Laura Hayden

 

Laura spent her childhood in Brooklyn, NY, and her teens in Enfield,CT, where she went on to teach high school and freelance for regional publications. She married, raised her daughter and son through her thirties and forties, and was widowed before she turned fifty.Ten years later she began writing about this loss in a thesis that completed the requirements for an MFA in Writing at Western Connecticut State University in 2010.

Staying Alive: A Love Story

Laura B. Hayden
Signalman Publishing (2011)
ISBN 9781935991182
Reviewed by Olivera Baumgartner-Jackson for Reader Views (12/11)

Read interview with author on ReaderViews.com

Like Annie Dillard, Hayden draws on the rhythms and rituals of the natural world to explore her Brooklyn roots and New England adulthood. Wild creatures and domesticated critters, seasides and hillsides proffer comfort and understanding as she comes to realize that "no more than a hairline and no less than an eternity" separate her from the man she loved. Even with the wear and tear her faith endures, it rarely diminishes.

Her purpose "to usher her two grieving children through a difficult adolescence to a well-adjusted adulthood" resonates through her own struggle. With the precise objectivity reminiscent of Joan Didion?s The Year of Magical Thinking and Joyce Carol Oates A Widow's Story, Hayden recounts the day her husband died and the rituals and obsessions of the bereaved.

Hayden also manages to be seriously droll - in an Anne Lamott way. Never is her humor more honed than in the portrayal of her deceased spouse, whose devotion, antics, and wisdom remain ever-present to those who are staying alive without him. His death becomes not only the family's heartbreak, but the loss of a well-executed life for all who knew him or will get to know him through her memoir.
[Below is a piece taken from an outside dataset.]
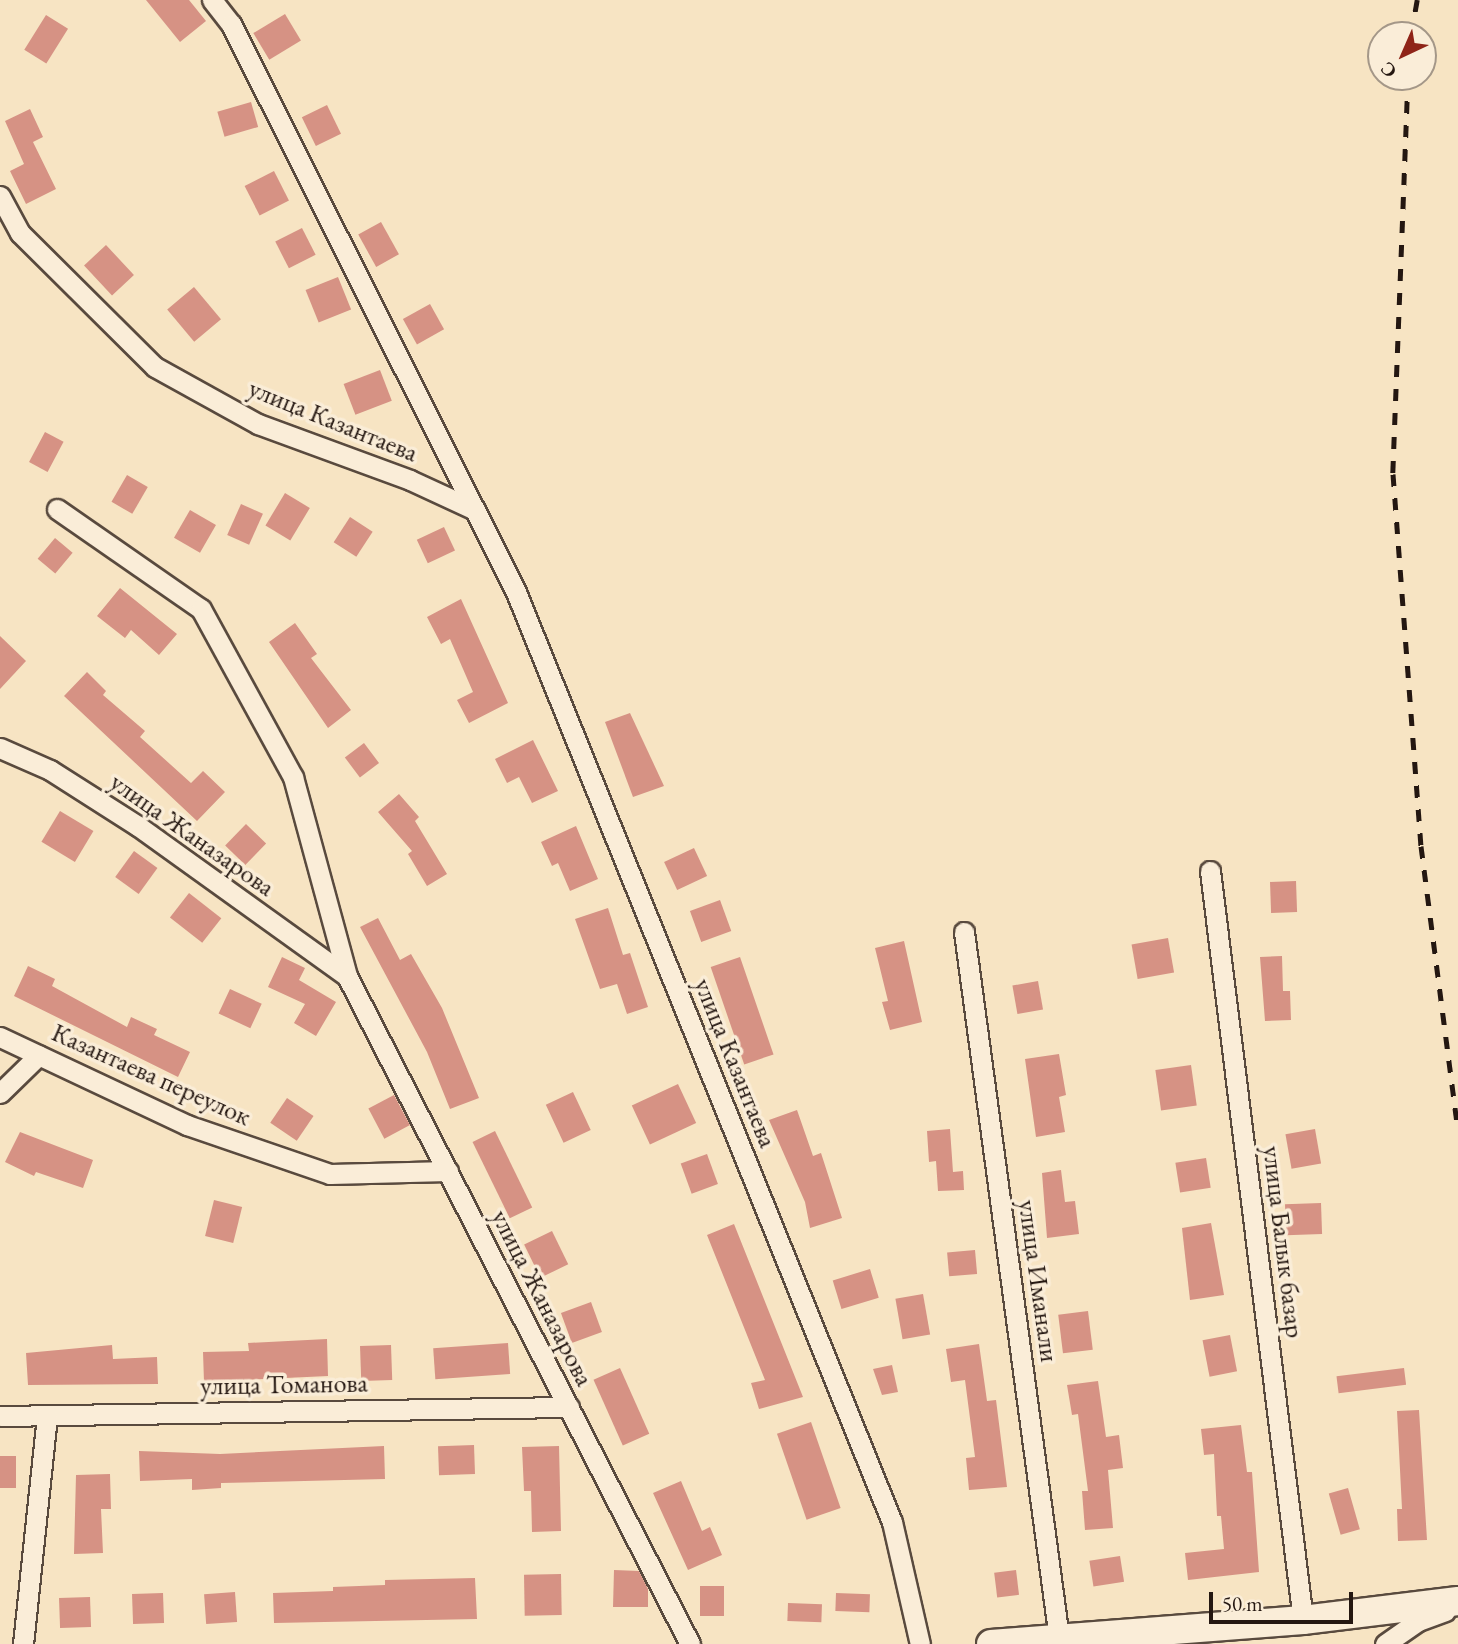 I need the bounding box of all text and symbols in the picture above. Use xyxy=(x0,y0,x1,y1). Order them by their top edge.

Whether Laura Hayden's writing deals with herself, her children, or her cadre of loved ones, it is clear that she, her daughter, and her son emerge from their tragic loss survivors, not victims of Larry?s death, an outcome of which he would be very pleased. In a culture of intentionally exposed and celebrated self-victimization, the story of this family may be considered a quiet triumph.